Et puis, il y a deux semaines, j’ai reçu une proposition de participation à murmures.
Personne ne me demande d’améliorer ma prose.
Personne ne semble même me lire.
Mais c’est pas grave : mes chroniques ont une visibilité bien supérieur à ce que fras et goodreads peuvent leur offrir, et c’est tout ce qui compte.
Bon, il y a sans doute une bonne dose d’égotisme à cette façon de rendre mes écrits visibles, mais est-ce si important ?

Dazibao numérique

C’est vraiment une drôle d’idée, à laquelle je ne risque pas de souscrire (j’ai beaucoup trop d’ego pour m’oublier dans un collectivisme comme celui-là).

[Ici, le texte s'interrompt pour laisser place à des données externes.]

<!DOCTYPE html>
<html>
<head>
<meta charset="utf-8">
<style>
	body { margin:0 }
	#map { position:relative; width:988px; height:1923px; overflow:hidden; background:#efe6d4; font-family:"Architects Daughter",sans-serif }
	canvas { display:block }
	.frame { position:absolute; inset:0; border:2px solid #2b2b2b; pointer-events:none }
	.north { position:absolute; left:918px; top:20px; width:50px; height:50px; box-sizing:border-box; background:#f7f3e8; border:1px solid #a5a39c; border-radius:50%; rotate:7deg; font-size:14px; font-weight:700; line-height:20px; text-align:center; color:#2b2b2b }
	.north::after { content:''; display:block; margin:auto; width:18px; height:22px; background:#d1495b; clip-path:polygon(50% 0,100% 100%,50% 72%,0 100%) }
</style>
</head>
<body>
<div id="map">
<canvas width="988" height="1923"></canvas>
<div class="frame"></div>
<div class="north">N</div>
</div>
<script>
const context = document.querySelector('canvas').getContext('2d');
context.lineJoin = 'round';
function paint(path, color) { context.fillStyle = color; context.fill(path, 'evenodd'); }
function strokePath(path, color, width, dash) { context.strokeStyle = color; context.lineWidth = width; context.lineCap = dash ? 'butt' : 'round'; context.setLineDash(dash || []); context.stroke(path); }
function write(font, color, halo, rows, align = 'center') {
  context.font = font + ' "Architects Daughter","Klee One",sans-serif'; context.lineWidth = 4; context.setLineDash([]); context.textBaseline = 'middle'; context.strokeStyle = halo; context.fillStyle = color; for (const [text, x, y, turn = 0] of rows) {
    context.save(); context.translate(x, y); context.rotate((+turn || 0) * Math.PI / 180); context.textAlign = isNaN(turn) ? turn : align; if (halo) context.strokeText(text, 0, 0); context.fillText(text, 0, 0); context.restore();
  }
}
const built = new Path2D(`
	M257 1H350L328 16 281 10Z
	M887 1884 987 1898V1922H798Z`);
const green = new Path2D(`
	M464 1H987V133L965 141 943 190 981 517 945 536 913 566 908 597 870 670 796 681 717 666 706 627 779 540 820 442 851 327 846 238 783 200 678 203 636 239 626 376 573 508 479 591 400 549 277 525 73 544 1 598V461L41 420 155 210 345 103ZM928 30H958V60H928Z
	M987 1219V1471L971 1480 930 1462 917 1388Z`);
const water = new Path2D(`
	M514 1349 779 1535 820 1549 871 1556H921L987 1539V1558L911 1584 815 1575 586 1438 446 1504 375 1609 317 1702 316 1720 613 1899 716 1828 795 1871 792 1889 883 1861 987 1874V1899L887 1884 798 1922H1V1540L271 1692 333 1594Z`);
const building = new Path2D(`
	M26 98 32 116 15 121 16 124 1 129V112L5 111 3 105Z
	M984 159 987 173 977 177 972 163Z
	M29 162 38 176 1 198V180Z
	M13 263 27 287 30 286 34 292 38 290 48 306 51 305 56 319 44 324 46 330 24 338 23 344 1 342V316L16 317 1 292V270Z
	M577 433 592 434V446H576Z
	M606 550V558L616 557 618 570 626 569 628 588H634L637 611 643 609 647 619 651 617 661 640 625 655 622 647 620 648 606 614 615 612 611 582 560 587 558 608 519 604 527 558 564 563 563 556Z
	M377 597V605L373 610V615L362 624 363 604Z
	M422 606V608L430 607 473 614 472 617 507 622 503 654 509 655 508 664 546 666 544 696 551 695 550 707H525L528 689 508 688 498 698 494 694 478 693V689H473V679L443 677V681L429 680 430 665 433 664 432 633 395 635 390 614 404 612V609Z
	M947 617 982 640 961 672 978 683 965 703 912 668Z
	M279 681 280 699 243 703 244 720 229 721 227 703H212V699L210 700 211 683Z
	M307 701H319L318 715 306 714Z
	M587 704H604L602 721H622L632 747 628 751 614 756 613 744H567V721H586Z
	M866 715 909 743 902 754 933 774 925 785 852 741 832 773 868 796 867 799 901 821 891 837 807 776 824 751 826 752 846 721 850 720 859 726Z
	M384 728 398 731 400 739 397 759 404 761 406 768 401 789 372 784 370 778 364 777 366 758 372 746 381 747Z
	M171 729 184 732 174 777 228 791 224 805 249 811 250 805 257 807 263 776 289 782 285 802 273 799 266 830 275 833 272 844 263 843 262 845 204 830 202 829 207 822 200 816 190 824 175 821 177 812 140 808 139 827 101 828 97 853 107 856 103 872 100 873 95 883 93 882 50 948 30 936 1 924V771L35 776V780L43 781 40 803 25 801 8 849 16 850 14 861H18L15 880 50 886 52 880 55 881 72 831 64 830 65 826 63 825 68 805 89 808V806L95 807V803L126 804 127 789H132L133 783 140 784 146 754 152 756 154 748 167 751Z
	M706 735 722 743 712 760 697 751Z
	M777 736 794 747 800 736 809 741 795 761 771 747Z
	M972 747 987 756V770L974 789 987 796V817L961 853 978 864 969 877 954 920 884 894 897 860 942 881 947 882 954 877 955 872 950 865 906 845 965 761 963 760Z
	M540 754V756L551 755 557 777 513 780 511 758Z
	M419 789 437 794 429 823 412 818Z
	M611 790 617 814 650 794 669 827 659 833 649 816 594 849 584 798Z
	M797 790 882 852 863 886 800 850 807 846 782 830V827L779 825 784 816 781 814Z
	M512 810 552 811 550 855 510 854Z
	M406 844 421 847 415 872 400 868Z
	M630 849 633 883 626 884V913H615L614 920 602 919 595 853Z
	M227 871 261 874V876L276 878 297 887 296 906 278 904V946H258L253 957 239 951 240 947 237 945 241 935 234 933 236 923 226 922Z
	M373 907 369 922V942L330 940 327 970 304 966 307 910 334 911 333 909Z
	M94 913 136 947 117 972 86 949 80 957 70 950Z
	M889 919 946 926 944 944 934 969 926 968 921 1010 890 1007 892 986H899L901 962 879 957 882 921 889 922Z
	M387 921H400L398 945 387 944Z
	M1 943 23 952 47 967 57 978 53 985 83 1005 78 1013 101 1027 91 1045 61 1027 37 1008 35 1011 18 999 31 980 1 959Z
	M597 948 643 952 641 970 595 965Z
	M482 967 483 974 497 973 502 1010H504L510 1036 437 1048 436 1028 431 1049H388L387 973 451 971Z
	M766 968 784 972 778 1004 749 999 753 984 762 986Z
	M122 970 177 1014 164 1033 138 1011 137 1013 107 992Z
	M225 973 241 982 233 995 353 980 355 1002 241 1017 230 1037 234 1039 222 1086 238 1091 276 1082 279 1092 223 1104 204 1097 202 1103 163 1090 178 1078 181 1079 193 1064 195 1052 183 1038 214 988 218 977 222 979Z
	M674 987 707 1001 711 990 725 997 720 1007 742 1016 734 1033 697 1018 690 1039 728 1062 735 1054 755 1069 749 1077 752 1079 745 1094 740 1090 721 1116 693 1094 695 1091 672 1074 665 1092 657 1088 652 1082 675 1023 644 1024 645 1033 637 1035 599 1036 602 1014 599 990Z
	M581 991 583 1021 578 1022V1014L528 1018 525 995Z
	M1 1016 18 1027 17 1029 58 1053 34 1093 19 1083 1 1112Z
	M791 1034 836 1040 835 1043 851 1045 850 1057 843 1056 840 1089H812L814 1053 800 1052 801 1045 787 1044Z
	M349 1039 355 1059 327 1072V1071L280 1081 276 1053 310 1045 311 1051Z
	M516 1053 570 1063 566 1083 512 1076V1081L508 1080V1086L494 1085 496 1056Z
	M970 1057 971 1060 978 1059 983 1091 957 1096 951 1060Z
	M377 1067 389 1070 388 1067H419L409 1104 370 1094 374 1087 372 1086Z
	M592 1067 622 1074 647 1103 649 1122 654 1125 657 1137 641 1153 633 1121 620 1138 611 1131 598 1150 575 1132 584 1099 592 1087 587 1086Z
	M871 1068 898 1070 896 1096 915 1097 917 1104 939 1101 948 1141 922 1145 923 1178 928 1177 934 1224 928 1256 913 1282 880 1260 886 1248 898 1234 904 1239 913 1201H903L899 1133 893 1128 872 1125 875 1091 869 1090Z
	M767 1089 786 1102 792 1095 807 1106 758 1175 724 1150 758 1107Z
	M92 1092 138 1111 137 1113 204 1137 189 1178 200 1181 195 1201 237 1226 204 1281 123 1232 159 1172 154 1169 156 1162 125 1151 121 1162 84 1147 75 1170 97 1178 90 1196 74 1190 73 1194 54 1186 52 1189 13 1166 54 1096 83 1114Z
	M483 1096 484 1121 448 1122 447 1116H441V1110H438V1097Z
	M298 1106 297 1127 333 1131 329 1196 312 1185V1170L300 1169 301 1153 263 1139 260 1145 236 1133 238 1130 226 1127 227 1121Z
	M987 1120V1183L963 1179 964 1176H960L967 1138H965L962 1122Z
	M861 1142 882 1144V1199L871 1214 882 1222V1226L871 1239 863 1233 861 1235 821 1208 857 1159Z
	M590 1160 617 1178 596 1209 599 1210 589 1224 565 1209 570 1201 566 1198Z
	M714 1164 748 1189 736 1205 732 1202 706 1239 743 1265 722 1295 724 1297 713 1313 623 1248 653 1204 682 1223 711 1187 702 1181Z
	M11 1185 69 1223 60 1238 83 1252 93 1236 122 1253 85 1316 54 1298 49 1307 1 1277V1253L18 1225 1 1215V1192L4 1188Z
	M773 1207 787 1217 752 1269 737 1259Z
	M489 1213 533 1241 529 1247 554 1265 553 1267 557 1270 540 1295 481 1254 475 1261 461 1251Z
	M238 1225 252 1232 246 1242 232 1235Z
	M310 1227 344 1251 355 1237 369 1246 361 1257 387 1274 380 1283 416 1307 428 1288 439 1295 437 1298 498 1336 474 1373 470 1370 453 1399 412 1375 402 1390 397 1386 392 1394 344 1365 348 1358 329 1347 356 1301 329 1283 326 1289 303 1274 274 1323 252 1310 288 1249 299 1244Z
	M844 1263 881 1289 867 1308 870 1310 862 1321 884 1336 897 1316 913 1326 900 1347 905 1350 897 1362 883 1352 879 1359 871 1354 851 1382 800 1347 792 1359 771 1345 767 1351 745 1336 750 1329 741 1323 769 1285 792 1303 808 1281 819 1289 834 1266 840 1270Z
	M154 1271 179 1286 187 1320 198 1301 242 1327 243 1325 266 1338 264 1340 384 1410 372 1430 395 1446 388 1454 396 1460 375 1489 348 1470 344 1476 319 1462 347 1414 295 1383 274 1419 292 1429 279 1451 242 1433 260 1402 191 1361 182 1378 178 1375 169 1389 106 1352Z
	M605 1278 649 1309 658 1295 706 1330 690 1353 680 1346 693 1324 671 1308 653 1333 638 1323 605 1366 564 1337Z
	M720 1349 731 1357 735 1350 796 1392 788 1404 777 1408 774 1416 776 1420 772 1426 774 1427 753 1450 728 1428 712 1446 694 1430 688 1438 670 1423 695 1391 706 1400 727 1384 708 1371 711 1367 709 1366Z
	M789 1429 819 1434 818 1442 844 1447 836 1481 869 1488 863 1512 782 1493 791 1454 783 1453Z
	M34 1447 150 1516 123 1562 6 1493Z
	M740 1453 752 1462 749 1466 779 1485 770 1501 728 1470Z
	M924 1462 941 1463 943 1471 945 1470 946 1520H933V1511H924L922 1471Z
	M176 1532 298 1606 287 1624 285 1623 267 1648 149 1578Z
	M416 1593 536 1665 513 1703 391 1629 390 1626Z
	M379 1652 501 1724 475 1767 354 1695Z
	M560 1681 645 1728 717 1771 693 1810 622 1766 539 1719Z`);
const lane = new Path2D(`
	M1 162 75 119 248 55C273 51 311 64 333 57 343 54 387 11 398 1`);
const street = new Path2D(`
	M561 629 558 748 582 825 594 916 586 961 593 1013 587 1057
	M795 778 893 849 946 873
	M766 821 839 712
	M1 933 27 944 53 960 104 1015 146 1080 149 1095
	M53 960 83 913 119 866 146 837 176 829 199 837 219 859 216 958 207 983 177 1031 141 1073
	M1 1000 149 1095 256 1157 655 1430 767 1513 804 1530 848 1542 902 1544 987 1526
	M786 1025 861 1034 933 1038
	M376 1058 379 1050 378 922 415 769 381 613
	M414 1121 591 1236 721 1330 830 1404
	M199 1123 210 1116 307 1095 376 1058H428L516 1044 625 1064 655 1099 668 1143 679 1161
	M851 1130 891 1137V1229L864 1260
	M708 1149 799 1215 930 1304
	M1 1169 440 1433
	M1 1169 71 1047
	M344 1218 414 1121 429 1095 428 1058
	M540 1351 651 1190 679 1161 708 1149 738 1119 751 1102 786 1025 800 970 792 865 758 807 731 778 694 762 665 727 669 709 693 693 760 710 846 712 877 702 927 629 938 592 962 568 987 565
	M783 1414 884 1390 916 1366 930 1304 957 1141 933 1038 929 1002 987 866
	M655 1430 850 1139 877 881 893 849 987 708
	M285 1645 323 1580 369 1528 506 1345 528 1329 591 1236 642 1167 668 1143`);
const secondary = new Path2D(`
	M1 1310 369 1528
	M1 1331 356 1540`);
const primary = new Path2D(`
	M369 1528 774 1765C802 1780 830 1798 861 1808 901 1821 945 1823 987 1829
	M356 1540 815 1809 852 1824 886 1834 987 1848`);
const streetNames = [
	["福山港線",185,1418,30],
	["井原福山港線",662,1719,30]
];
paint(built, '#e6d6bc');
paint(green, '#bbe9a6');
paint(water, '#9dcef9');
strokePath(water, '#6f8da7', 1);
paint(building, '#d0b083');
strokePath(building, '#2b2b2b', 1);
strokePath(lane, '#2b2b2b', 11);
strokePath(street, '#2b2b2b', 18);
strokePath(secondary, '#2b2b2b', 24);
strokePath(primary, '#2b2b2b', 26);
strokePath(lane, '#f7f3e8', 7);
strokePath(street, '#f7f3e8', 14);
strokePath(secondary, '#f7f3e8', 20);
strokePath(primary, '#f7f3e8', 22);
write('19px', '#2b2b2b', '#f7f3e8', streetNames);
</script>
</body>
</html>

Néanmoins, je suis suffisamment intrigué par ce Mur ouvert pour vous en parler.
En effet, par certains aspects (les meilleurs, en fait), ça me rappelle twitter ou jaiku. On y retrouve la même instantanéité, le même besoin d’identité, mais cette fois sans son corollaire : l’estime de soi. Parce que bon, sur ce mur, les messages sont par définition anonymes, il n’est du coup pas possible d’y vendre son identité numérique. C’est peut-être la limite du gadget.
Et encore, je n’en suis pas sûr. Parce qu’à l’instar des stratégies obliques de Brian Eno, ce truc peut donner une bonne idée d’une espèce de zeitgest : un esprit du moment qui évoluerait sans doute assez vite, serait un charabia digne de Babel, mais aurait toujours la capacité de contenir éventuellement quelque chose de l’instant présent.